You can use pretty much any kind of squash for this recipe, so use your favorite. I highly recommend trying Red Kuri squash, also known as Hokkaido pumpkin, but you can use acorn or delicata squash or even butternut or spaghetti squash.
Stuffed Squash
Ingredients
- 4 links Italian sausage
- 2 medium Winter squash - Red Kuri, Acorn, or other
- 2 slices bread
- ½ cup milk
- 2 cloves garlic - minced
- 1 large egg
- ¼ cup parsley
- 2 tsp. crushed red pepper
- ½ cup cheddar - freshly grated
- olive oil - for drizzling
- salt - to taste
Instructions
- Preheat the oven to 375°F and grease a small pan with olive oil.
- Wash the squash well and slice them lengthwise, from stem to base. Check my detailed instructions below for how to safely slice squash.
- Slice a sliver off of the bottom of each squash half so the halves sit flat, then place them in the oiled pan.
- Break 2 slices of bread into pieces and soak them in ½ cup milk for 5 minutes.
- Remove the crust of the bread and break it into crumbs with your hands or a food processor. Leave the crust crumbs aside for topping. Squeeze the bread slices to wring out most of the milk and mash or slice into a paste.
- Mince the garlic and parsley, and remove the sausage from their casing. Combine in a large bowl alongside the crushed red pepper and egg.
- Mix well with your hands for 35-45 seconds, until well mixed but not so much it becomes tough.
- Stuff your squash halves with the Italian sausage mixture.
- Top with the crust breadcrumbs and sprinkle with olive oil and ½ cup grated cheddar.

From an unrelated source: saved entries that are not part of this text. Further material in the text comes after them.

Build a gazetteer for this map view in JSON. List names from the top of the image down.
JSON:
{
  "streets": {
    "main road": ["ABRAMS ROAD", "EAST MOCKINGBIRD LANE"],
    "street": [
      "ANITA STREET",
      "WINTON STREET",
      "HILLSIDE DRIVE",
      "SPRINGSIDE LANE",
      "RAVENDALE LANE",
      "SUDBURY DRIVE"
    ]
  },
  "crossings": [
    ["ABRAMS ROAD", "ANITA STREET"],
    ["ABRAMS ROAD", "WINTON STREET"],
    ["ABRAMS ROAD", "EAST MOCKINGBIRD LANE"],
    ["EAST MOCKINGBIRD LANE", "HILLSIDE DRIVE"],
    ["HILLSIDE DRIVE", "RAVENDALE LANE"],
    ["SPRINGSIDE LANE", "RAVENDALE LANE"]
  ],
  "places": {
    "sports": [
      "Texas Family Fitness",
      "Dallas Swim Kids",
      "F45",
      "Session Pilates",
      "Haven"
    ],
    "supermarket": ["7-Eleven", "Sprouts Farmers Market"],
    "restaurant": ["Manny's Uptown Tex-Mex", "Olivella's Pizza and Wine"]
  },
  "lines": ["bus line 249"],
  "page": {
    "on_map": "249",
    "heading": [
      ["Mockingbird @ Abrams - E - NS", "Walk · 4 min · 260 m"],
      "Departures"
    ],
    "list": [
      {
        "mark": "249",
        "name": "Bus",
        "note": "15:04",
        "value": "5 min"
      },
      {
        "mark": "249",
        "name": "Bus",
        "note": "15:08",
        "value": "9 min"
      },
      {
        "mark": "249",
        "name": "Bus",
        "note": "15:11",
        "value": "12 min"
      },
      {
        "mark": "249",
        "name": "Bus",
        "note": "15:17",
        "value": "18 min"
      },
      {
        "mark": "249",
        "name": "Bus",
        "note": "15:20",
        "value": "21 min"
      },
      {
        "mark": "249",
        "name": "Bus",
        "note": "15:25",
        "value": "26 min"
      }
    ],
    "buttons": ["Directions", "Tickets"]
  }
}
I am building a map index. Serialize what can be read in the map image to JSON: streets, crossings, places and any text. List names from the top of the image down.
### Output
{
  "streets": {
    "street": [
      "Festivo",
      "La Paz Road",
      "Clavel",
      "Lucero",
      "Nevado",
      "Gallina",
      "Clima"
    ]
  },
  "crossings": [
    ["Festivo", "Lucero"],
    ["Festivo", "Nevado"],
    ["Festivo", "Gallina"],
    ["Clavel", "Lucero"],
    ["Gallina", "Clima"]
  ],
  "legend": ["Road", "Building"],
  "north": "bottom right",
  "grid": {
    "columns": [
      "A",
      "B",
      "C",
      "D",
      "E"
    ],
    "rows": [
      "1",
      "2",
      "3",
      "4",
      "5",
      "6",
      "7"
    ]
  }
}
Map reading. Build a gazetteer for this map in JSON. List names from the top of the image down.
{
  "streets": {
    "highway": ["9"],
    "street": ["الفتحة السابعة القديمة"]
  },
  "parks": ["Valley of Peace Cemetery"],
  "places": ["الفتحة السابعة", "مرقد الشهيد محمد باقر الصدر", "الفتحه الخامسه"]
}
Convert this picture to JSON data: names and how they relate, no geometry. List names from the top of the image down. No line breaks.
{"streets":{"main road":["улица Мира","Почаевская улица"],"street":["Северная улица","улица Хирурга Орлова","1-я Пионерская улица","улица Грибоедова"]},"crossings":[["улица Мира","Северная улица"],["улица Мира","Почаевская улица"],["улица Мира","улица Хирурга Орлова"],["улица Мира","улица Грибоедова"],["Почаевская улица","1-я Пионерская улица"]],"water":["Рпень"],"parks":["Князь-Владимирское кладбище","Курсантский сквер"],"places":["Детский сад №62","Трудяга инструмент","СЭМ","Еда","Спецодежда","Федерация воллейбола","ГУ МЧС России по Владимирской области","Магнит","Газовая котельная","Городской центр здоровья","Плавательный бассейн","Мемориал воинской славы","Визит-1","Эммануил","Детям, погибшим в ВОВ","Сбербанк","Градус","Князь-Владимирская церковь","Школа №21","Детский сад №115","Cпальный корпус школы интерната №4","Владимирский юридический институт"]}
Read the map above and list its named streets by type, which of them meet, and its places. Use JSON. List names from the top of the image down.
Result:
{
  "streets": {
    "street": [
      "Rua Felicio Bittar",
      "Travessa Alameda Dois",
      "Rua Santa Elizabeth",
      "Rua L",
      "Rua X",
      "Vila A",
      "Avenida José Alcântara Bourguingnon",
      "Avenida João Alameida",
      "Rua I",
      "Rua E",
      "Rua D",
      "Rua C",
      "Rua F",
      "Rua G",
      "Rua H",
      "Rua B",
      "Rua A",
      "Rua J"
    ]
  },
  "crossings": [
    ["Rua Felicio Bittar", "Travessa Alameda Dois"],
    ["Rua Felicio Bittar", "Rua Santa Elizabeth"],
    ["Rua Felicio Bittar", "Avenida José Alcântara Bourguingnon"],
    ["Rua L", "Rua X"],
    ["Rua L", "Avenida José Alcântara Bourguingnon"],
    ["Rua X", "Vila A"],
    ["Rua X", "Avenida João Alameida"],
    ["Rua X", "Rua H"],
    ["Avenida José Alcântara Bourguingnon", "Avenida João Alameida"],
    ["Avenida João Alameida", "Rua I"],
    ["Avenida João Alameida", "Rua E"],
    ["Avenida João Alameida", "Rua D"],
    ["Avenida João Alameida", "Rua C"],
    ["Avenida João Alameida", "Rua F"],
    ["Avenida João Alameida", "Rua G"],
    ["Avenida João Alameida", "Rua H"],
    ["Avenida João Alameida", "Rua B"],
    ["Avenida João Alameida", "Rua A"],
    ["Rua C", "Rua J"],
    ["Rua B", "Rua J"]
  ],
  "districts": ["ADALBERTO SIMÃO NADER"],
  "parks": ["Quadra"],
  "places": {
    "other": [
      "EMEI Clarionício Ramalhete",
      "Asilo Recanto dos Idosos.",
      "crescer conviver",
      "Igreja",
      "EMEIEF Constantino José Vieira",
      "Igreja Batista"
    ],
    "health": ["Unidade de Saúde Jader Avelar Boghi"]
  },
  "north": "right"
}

- Roast in your preheated oven for about 30 minutes covered with aluminum foil, and then another 30 minutes uncovered, until the squash is tender when you poke it with a fork. The cheddar on top should be a nice golden brown.
Notes
- Make sure to use a very sharp knife and be careful cutting the squash. Squash is heavy and hard, and it's easy to hurt yourself trying to slice it. Follow my detailed instructions to ensure safe squash slicing.
- Larger squash may take longer cook times. Make sure to test the tenderness of the squash before removing it from the oven. Stuffed butternut squash, for example, takes at least 10-15 more minutes.
- You can change up the ground meat if you prefer. Or, use any ground meat you'd like and add your own sausage seasonings.
- Make this meal gluten-free by using gluten free bread for the stuffing.
- Always shred your own cheese. Using pre-shredded cheese will result in cheese that melts poorly and looks clumpy due to the anti-caking agent sprinkled on shredded cheese.